Cake #1 ... Maybe his birthday is on the (glorious) day that Captain EO returns to EPCOT Center?

(Now where's the "Welcome Back Horizons and Dream Finder" cake?)

You are a person after my own heart!! I want a "Welcome Back Horizons and Dream Finder" cake!! PLEASE Disney!

May 26, 2010 | Unregistered Commenterkrnelson65

I'm almost willing to forgive the #1 because they DID at least use you're correctly.

May 26, 2010 | Unregistered CommenterKathleen

This posting was absolutely hilarious! Thanks for the laughs! :)

May 26, 2010 | Unregistered CommenterMarissa

I actually had a friend try to SELL me a CCC the other day XD He mentioned something about ordering cupcakes by sheet cake size and I'm all excited, thinking, "Oh, nice, I can get as many cute, little, individual cupcakes as equivalent to the sheet cake size!" But, oooooh no!

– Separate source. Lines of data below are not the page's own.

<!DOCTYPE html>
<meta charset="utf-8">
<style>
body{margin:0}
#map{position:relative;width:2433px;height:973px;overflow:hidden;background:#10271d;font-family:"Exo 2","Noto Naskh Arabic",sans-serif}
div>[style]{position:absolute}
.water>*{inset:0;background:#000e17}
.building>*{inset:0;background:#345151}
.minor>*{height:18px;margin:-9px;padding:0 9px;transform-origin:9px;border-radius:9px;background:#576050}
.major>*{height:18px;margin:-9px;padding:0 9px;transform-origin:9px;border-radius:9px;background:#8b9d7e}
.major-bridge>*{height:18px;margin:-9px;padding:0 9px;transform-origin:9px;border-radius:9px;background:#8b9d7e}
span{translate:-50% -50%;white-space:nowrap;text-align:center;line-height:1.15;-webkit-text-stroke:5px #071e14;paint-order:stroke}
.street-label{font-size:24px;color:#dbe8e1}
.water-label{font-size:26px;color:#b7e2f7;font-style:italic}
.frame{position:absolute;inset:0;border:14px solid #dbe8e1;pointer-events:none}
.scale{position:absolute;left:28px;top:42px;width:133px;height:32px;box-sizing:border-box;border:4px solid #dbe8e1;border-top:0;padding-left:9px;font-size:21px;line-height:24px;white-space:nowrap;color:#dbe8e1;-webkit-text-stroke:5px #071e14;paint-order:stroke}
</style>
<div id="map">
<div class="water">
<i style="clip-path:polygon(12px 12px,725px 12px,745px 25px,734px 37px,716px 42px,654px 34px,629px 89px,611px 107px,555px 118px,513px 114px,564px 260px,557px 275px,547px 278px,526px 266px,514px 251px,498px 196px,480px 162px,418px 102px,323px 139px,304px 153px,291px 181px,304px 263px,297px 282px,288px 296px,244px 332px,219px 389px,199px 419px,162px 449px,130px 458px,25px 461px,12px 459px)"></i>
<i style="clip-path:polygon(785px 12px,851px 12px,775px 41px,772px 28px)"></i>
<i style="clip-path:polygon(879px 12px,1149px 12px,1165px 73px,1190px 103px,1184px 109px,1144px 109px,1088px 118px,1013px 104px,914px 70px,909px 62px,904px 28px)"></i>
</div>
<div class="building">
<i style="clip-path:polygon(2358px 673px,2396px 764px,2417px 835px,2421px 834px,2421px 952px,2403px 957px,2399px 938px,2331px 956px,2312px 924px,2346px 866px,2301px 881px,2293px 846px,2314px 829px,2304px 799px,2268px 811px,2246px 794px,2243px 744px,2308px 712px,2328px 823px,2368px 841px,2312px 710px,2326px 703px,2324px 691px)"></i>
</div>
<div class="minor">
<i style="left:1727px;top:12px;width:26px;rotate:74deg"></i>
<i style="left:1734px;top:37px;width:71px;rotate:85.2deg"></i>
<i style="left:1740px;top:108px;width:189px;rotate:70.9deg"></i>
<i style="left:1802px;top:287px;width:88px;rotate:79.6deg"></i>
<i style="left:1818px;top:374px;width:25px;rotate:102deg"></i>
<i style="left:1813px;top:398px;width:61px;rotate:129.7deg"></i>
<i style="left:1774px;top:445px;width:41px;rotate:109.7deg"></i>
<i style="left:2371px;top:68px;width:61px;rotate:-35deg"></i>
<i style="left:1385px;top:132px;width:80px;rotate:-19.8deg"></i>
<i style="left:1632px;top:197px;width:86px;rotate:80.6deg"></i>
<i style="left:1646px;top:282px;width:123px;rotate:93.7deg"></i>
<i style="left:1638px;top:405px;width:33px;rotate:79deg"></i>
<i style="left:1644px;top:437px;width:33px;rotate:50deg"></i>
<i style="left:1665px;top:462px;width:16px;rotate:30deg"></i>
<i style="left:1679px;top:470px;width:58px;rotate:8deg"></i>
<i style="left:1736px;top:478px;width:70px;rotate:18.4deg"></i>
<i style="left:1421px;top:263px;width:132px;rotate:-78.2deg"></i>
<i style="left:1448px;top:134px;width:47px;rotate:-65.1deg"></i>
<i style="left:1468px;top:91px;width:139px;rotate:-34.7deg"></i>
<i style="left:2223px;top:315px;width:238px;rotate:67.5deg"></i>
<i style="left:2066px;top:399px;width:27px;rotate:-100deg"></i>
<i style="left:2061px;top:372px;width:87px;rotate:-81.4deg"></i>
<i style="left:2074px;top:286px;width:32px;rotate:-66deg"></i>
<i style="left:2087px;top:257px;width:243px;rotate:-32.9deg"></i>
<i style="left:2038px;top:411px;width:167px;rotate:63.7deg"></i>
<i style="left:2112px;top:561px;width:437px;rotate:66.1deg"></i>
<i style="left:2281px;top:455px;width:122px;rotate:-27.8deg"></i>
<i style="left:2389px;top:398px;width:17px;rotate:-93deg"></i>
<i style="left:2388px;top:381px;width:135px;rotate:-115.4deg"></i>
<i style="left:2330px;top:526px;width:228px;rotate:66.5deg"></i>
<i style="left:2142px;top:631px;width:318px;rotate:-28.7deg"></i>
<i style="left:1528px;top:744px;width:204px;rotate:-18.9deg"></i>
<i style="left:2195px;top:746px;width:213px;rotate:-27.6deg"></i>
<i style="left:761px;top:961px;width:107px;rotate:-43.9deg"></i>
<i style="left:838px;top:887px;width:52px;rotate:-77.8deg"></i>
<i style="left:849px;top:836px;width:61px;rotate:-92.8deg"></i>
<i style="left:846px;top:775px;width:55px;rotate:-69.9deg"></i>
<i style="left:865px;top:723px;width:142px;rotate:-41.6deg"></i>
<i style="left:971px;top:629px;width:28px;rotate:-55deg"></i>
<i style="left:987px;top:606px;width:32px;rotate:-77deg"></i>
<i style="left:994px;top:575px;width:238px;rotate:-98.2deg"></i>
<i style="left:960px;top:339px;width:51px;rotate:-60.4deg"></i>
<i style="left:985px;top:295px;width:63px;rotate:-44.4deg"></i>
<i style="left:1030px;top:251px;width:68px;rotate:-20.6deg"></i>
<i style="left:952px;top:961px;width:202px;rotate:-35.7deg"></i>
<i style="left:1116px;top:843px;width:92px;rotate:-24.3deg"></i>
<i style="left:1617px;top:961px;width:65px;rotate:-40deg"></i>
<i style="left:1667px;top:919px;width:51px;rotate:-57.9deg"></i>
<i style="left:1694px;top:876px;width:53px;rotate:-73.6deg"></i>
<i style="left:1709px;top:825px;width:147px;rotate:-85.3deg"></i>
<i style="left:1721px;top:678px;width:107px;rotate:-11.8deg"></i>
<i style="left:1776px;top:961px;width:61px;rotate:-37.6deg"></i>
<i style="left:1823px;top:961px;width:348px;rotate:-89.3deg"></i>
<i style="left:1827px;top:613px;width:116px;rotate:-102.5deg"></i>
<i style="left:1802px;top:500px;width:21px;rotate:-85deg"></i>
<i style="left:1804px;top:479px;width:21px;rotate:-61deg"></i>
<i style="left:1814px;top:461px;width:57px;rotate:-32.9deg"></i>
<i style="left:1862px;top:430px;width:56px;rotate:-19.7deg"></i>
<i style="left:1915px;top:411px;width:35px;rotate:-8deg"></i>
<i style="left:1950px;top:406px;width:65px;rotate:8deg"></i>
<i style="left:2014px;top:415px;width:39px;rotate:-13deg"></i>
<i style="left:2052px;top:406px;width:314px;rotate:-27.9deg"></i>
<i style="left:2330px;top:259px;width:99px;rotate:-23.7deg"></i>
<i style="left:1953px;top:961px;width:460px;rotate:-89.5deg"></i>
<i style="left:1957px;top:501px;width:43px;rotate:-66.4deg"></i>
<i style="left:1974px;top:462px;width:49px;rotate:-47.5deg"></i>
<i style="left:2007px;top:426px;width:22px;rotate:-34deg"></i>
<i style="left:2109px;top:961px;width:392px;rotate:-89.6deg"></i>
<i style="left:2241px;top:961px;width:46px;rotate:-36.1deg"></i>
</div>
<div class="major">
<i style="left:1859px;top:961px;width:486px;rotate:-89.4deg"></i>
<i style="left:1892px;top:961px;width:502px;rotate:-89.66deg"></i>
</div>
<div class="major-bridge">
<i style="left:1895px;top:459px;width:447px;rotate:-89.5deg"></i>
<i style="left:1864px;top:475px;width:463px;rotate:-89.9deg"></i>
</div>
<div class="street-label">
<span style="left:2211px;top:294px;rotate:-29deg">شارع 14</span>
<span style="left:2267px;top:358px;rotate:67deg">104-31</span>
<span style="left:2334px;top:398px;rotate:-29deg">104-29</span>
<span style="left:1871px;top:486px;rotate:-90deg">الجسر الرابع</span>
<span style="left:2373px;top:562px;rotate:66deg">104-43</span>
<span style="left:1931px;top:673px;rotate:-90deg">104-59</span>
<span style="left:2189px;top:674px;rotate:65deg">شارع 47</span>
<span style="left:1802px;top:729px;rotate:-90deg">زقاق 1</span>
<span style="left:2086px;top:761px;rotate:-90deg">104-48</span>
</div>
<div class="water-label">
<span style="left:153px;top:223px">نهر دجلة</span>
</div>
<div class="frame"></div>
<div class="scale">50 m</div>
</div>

As he tries to explain exactly what he means, things start to go south until hitting the fan with "slather buttercream across the tops of all the little suckers...." Sounds delicious, looks like crap, and SOUNDS like it would LOOK LIKE CRAP XD Gotta love the passion!


May 27, 2010 | Unregistered CommenterAnonymous

The first cake reminded me of the Wizard of Oz; you know the scene at the Wicked Witch of the West's castle with all the guards??

Maybe just me then.

WV: glanne; as in "The wreckerators must have a glanne problem that causes wreckiness!"

May 27, 2010 | Unregistered CommenterJimma

That princess cake looks like Pepto Bismol spilled all over it. Gross! Do they even try to get these things right? Not only can they not spell they can't count.. oh man lol.

May 27, 2010 | Unregistered CommenterArlene

Was the 'Hello Kitty' cake REALLY for a 21st? It seems more likely that it was for a 12th birthday, instead.